▶ **PROVIDED MATERIAL**:
%%

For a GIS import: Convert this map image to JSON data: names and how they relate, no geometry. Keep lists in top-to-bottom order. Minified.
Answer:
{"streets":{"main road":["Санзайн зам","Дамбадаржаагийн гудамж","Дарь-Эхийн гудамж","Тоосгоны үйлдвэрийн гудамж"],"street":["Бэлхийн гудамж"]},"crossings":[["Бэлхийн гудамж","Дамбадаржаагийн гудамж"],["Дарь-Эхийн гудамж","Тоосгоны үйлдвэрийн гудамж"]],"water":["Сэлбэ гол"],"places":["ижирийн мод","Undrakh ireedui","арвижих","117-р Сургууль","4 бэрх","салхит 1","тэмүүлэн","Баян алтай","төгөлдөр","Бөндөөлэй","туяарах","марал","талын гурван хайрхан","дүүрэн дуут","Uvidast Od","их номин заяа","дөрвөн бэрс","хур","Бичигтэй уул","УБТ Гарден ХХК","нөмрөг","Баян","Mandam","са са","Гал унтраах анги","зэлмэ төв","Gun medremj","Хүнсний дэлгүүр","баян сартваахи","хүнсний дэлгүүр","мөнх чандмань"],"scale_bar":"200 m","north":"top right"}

%%

Write the material above out once more, exactly as it stands.

▶ **SOLUTION**:
For a GIS import: Convert this map image to JSON data: names and how they relate, no geometry. Keep lists in top-to-bottom order. Minified.
Answer:
{"streets":{"main road":["Санзайн зам","Дамбадаржаагийн гудамж","Дарь-Эхийн гудамж","Тоосгоны үйлдвэрийн гудамж"],"street":["Бэлхийн гудамж"]},"crossings":[["Бэлхийн гудамж","Дамбадаржаагийн гудамж"],["Дарь-Эхийн гудамж","Тоосгоны үйлдвэрийн гудамж"]],"water":["Сэлбэ гол"],"places":["ижирийн мод","Undrakh ireedui","арвижих","117-р Сургууль","4 бэрх","салхит 1","тэмүүлэн","Баян алтай","төгөлдөр","Бөндөөлэй","туяарах","марал","талын гурван хайрхан","дүүрэн дуут","Uvidast Od","их номин заяа","дөрвөн бэрс","хур","Бичигтэй уул","УБТ Гарден ХХК","нөмрөг","Баян","Mandam","са са","Гал унтраах анги","зэлмэ төв","Gun medremj","Хүнсний дэлгүүр","баян сартваахи","хүнсний дэлгүүр","мөнх чандмань"],"scale_bar":"200 m","north":"top right"}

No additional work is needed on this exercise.